■ REQUIREMENT: Would you return the complete listing below word for word?
(RECORDS FOR THIS TASK begins)
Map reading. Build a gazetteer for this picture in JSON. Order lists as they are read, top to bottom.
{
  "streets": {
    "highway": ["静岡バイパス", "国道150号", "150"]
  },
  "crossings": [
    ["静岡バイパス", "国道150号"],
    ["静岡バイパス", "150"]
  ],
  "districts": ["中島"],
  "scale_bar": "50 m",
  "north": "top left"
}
(RECORDS FOR THIS TASK ends)
■ WRITTEN RESPONSE:
Map reading. Build a gazetteer for this picture in JSON. Order lists as they are read, top to bottom.
{
  "streets": {
    "highway": ["静岡バイパス", "国道150号", "150"]
  },
  "crossings": [
    ["静岡バイパス", "国道150号"],
    ["静岡バイパス", "150"]
  ],
  "districts": ["中島"],
  "scale_bar": "50 m",
  "north": "top left"
}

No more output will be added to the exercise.